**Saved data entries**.
::::::

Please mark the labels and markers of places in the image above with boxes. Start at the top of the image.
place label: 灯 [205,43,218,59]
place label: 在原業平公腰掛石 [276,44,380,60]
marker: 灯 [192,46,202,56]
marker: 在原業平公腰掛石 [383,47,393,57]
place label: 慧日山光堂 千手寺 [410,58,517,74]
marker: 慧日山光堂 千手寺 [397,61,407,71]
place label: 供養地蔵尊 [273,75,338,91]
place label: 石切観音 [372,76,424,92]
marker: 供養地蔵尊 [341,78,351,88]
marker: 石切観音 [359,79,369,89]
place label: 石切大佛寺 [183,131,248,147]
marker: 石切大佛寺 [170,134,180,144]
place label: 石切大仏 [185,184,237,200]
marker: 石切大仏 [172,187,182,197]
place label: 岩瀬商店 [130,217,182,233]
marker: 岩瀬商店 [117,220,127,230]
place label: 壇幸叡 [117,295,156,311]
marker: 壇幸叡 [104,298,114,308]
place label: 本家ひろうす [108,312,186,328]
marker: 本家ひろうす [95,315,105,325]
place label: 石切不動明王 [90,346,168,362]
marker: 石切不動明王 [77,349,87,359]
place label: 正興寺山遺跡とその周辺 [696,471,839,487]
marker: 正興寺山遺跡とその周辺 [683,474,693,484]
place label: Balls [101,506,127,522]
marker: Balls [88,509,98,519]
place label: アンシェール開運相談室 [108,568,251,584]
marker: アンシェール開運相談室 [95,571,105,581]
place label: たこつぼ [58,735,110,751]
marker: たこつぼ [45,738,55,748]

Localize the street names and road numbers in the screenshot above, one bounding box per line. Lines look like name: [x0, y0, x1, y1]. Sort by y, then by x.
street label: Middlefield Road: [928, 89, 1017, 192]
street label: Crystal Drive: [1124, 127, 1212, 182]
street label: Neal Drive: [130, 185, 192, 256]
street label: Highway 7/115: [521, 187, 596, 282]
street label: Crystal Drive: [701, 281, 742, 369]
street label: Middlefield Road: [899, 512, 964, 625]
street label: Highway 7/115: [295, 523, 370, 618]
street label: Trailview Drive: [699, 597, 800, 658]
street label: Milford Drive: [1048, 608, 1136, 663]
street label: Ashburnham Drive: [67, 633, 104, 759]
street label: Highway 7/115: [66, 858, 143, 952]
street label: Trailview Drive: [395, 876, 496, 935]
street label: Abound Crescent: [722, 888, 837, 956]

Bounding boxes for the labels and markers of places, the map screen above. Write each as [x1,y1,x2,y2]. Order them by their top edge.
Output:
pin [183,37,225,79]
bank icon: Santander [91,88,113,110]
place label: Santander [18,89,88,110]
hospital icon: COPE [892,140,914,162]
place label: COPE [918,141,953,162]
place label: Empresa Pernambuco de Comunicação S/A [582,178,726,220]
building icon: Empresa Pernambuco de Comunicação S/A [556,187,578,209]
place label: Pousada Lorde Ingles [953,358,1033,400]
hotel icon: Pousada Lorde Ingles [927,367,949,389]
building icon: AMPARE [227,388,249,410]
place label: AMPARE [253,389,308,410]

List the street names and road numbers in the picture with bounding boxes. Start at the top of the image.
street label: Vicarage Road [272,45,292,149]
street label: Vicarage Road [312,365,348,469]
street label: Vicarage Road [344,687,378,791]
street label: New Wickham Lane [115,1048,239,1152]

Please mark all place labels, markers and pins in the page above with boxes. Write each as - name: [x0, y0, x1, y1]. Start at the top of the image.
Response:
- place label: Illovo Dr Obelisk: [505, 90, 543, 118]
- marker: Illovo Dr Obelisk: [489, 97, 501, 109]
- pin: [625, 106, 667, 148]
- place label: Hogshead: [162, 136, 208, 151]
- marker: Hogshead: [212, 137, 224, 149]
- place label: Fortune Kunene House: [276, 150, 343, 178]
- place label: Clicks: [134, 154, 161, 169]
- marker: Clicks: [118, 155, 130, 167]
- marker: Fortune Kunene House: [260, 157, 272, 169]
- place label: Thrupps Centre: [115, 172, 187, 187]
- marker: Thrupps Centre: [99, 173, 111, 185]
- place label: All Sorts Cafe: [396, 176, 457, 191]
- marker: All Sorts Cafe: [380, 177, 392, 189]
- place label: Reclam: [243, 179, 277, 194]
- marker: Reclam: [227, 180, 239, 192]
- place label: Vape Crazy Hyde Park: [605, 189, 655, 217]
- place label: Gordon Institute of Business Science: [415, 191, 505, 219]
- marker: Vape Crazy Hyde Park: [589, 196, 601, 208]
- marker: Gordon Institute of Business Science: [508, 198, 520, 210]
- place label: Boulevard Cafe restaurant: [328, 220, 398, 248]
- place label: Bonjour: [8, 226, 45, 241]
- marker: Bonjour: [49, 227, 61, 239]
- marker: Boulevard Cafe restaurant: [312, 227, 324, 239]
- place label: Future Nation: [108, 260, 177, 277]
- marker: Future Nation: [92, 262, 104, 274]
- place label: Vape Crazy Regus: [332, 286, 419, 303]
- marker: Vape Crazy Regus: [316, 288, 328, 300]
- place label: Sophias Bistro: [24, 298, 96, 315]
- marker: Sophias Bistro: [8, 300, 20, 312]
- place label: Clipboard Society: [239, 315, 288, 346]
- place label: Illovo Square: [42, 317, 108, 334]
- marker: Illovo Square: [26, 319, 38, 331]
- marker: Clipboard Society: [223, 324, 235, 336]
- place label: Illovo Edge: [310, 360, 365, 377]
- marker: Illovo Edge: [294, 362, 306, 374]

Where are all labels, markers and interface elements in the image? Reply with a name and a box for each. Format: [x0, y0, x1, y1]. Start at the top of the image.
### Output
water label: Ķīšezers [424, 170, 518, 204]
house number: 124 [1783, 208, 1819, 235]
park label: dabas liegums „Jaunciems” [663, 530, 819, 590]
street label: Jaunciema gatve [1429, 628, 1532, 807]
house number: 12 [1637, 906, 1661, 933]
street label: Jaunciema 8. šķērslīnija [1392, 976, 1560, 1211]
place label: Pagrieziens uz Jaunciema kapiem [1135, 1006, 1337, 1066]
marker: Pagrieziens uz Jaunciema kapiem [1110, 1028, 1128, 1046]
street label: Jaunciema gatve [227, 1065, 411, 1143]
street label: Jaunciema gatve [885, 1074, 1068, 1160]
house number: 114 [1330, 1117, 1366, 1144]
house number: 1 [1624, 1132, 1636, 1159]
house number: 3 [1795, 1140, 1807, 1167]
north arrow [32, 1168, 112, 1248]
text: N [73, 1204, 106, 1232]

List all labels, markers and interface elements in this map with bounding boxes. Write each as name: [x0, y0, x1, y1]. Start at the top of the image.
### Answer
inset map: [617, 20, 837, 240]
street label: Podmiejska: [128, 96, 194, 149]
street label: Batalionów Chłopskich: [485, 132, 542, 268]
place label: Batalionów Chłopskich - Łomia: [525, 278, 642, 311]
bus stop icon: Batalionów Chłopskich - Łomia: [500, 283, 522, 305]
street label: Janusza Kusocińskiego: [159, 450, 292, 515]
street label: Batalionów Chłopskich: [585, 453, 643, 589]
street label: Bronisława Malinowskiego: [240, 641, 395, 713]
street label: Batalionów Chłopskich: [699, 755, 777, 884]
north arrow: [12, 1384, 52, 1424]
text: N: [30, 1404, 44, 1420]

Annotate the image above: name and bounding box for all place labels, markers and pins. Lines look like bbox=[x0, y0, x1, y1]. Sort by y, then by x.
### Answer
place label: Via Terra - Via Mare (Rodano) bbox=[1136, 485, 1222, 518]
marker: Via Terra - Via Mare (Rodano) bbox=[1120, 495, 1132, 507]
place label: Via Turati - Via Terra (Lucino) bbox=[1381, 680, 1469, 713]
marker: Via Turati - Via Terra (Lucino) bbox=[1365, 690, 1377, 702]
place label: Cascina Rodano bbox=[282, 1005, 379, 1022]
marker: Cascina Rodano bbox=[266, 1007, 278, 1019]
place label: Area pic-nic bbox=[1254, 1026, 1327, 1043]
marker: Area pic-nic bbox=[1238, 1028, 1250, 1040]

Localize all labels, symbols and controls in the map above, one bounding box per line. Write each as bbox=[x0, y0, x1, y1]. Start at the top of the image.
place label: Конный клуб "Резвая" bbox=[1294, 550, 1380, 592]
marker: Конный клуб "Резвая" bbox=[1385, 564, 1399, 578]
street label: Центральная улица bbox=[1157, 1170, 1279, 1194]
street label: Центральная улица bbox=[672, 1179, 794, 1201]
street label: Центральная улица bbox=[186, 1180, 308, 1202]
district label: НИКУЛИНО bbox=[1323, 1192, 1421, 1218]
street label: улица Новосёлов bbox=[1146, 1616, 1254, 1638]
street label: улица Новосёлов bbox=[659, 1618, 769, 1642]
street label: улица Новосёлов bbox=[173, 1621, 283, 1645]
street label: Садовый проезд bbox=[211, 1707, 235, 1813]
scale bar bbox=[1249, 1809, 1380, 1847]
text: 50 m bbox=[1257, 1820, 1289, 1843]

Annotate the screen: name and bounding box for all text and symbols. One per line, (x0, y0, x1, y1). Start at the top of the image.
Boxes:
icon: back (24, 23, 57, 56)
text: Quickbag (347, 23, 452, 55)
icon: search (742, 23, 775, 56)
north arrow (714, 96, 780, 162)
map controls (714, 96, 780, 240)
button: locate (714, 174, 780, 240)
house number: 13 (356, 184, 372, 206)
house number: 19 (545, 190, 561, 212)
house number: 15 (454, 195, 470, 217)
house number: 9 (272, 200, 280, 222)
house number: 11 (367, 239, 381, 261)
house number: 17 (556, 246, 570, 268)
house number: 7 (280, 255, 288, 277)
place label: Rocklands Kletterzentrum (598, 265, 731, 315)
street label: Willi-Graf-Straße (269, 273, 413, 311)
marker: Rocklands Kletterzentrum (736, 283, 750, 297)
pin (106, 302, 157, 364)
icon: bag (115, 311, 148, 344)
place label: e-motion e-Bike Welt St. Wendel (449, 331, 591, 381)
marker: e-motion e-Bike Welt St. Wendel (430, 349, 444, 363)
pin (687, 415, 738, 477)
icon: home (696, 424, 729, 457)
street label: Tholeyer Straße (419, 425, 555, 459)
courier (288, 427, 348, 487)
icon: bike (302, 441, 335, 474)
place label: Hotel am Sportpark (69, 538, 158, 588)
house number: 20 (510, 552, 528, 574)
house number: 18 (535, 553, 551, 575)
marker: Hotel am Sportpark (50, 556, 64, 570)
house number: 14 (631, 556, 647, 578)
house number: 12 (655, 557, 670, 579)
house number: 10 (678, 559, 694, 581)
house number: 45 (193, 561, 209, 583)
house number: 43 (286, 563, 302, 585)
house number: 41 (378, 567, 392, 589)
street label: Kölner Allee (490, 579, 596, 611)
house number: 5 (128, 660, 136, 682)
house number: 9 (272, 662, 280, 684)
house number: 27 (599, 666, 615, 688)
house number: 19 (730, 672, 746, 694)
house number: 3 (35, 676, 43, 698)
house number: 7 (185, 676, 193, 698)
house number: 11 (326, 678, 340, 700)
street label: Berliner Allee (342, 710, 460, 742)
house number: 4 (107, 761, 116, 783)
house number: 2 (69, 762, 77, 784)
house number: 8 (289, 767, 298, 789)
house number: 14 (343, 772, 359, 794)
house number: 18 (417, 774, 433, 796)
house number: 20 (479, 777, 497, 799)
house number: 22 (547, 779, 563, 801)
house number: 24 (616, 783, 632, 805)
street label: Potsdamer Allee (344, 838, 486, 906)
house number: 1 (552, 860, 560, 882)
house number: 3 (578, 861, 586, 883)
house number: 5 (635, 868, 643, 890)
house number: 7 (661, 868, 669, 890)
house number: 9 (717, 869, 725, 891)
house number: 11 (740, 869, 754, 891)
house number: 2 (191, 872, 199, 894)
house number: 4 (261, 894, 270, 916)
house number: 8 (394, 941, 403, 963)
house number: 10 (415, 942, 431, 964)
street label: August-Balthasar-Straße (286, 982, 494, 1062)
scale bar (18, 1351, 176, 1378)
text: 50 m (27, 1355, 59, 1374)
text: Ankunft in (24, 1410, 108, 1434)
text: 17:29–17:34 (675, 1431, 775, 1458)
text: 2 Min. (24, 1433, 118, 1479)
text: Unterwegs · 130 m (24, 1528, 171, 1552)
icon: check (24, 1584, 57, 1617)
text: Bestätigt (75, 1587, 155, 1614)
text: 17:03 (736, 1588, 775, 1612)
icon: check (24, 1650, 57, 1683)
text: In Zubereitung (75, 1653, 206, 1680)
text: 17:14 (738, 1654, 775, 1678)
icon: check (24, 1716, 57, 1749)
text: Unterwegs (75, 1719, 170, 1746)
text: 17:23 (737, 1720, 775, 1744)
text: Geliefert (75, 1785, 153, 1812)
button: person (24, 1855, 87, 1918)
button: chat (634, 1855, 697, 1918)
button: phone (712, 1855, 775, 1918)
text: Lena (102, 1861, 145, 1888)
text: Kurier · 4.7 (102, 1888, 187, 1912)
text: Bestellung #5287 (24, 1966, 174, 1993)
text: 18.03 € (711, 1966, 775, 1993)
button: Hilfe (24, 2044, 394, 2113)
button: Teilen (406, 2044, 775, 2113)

::::::

**Requirement**. Please go through the data above and copy every line that has the word "motion".

**Result of the task**.
place label: e-motion e-Bike Welt St. Wendel (449, 331, 591, 381)
marker: e-motion e-Bike Welt St. Wendel (430, 349, 444, 363)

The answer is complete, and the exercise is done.